═══ Supplied material

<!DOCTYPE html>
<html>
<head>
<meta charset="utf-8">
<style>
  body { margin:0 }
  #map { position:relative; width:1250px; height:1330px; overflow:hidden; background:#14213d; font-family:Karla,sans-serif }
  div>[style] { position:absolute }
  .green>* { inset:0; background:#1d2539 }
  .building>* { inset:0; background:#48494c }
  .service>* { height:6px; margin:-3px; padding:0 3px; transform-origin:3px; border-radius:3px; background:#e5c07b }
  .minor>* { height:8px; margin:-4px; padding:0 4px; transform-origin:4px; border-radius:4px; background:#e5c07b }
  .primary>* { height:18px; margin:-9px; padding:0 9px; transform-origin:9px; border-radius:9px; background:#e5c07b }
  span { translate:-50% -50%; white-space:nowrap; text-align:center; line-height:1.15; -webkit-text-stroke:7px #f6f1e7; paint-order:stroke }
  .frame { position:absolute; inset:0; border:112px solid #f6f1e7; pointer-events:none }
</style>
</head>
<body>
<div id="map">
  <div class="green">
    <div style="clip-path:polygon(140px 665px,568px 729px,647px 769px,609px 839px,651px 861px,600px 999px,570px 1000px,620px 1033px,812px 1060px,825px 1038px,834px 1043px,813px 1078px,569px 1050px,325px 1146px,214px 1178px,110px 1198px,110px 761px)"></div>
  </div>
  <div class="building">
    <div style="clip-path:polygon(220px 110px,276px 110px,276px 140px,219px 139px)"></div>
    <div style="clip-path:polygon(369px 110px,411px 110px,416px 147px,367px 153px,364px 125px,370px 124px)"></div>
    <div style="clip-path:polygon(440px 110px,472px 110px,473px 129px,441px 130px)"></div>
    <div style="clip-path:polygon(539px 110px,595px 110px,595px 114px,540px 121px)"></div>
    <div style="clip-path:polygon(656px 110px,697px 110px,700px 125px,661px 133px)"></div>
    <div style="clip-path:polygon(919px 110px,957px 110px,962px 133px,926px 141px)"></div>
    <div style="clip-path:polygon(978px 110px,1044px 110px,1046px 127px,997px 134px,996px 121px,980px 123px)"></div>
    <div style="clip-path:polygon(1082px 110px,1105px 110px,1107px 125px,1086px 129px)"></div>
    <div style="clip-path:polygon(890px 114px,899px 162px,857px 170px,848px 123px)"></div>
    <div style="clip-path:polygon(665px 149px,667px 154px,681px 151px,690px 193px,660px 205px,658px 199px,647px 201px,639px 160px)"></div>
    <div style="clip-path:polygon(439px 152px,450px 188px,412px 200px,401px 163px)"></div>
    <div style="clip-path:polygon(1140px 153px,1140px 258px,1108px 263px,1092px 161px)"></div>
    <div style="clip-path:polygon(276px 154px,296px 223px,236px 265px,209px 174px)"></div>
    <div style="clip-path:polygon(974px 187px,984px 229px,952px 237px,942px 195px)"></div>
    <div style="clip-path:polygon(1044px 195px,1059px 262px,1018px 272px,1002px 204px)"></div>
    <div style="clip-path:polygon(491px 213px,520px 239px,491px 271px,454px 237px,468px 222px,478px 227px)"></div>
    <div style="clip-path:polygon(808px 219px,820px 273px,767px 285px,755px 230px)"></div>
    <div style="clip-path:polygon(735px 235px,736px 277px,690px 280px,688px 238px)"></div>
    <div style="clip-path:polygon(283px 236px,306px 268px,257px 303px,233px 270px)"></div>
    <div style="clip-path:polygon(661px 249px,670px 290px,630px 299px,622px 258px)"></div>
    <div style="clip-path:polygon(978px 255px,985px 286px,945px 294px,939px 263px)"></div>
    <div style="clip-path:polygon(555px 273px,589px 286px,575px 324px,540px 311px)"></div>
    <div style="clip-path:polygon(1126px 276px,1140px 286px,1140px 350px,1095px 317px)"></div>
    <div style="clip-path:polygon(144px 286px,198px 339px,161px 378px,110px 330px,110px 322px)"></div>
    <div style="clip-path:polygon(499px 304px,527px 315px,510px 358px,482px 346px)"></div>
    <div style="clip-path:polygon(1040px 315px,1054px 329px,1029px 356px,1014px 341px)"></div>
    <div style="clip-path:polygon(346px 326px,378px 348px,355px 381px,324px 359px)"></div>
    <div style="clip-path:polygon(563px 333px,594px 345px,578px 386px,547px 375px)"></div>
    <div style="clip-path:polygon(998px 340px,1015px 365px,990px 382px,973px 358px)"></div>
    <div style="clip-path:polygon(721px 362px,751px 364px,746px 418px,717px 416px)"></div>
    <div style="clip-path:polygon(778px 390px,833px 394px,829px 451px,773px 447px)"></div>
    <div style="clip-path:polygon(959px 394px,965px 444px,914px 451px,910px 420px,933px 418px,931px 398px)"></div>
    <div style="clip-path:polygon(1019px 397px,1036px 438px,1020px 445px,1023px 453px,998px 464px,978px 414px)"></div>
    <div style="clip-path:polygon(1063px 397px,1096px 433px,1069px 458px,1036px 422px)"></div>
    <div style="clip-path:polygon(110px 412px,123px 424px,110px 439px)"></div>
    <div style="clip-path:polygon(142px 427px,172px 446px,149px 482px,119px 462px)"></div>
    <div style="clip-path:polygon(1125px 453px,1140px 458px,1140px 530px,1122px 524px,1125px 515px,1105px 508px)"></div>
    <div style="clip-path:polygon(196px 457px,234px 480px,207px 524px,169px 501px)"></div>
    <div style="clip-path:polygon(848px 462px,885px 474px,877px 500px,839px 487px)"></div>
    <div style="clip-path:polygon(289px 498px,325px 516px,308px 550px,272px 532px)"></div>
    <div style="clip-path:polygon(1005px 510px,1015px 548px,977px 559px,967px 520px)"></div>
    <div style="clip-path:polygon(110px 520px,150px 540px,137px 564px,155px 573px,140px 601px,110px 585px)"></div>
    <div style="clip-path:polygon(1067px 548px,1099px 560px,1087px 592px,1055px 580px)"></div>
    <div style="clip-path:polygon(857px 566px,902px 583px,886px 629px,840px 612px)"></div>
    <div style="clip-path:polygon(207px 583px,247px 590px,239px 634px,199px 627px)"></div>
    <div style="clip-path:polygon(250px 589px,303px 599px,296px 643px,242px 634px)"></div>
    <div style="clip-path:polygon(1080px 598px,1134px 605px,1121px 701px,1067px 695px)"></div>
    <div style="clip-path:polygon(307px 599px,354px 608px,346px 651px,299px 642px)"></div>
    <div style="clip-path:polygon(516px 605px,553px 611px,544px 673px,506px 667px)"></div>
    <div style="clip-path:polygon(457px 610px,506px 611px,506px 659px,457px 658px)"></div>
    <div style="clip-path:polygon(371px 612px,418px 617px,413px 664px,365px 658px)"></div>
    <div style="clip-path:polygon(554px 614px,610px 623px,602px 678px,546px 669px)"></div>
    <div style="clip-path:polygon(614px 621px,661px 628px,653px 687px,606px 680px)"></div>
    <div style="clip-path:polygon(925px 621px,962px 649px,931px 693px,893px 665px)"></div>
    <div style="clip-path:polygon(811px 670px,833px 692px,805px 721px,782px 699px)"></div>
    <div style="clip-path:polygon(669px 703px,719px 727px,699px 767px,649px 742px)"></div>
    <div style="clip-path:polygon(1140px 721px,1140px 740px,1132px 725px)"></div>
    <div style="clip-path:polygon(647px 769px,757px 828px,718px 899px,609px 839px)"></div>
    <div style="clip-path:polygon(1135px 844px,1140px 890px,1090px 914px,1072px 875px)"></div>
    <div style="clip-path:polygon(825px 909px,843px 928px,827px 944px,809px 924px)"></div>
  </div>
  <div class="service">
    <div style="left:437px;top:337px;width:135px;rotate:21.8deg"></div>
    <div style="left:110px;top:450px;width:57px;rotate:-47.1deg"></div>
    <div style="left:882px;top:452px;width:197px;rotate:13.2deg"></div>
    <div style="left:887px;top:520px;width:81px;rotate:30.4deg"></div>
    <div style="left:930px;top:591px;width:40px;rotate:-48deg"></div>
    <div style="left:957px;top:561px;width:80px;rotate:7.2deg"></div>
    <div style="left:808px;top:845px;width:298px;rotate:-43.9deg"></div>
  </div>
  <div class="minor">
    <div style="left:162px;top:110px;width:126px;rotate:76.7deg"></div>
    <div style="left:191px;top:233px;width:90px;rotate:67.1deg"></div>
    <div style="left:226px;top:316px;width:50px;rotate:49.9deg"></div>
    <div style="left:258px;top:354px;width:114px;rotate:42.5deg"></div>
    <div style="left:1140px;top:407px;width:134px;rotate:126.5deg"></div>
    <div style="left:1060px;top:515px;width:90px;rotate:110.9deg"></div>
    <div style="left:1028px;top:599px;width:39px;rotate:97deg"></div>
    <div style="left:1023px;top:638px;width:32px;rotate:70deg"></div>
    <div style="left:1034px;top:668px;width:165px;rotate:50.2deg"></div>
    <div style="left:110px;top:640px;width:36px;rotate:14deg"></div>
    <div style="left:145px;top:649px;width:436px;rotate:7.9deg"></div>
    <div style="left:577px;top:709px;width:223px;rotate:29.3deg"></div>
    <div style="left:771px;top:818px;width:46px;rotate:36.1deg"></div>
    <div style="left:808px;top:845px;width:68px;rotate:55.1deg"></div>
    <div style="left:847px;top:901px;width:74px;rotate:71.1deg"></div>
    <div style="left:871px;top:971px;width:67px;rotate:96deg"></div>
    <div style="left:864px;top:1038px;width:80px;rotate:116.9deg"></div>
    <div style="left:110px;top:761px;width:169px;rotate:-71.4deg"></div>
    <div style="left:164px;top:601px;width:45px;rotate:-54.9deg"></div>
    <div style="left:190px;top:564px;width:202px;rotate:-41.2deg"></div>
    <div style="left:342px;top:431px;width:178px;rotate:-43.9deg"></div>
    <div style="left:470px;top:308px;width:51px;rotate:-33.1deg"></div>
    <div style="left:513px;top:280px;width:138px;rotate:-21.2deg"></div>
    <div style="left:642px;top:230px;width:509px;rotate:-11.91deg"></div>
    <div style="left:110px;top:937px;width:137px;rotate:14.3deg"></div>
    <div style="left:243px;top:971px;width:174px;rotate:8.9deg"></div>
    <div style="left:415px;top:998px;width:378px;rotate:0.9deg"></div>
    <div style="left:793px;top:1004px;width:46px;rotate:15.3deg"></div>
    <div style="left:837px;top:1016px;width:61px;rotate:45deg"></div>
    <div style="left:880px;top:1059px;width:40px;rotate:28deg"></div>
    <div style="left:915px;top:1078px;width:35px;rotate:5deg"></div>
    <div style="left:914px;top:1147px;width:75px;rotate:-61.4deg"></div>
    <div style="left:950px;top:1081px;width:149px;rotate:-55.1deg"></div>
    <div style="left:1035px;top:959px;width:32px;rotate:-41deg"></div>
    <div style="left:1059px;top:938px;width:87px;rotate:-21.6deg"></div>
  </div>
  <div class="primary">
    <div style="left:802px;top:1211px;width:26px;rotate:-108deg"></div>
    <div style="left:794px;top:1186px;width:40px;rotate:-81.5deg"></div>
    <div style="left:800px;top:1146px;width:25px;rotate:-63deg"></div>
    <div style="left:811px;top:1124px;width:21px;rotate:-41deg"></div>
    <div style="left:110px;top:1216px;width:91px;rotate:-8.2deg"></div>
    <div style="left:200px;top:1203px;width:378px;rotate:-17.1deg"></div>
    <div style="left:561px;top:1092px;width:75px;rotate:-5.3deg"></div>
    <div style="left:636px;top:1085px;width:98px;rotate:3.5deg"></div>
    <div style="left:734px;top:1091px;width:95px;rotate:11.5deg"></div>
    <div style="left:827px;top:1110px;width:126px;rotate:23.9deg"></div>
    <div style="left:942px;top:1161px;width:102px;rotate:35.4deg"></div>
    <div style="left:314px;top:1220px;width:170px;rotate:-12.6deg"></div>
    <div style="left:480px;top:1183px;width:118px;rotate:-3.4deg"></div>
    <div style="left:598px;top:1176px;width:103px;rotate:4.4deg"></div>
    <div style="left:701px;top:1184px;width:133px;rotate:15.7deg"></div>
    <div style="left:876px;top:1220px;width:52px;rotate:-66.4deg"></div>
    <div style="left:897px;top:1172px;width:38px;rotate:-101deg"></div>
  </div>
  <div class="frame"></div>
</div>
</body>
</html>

══════

### Task prompt
The lines to copy run from the first line of the entries to the line containing "height:6px; margin:-3px; padding:0"; copy them exactly and output nothing else.

### Solution for this problem
<!DOCTYPE html>
<html>
<head>
<meta charset="utf-8">
<style>
  body { margin:0 }
  #map { position:relative; width:1250px; height:1330px; overflow:hidden; background:#14213d; font-family:Karla,sans-serif }
  div>[style] { position:absolute }
  .green>* { inset:0; background:#1d2539 }
  .building>* { inset:0; background:#48494c }
  .service>* { height:6px; margin:-3px; padding:0 3px; transform-origin:3px; border-radius:3px; background:#e5c07b }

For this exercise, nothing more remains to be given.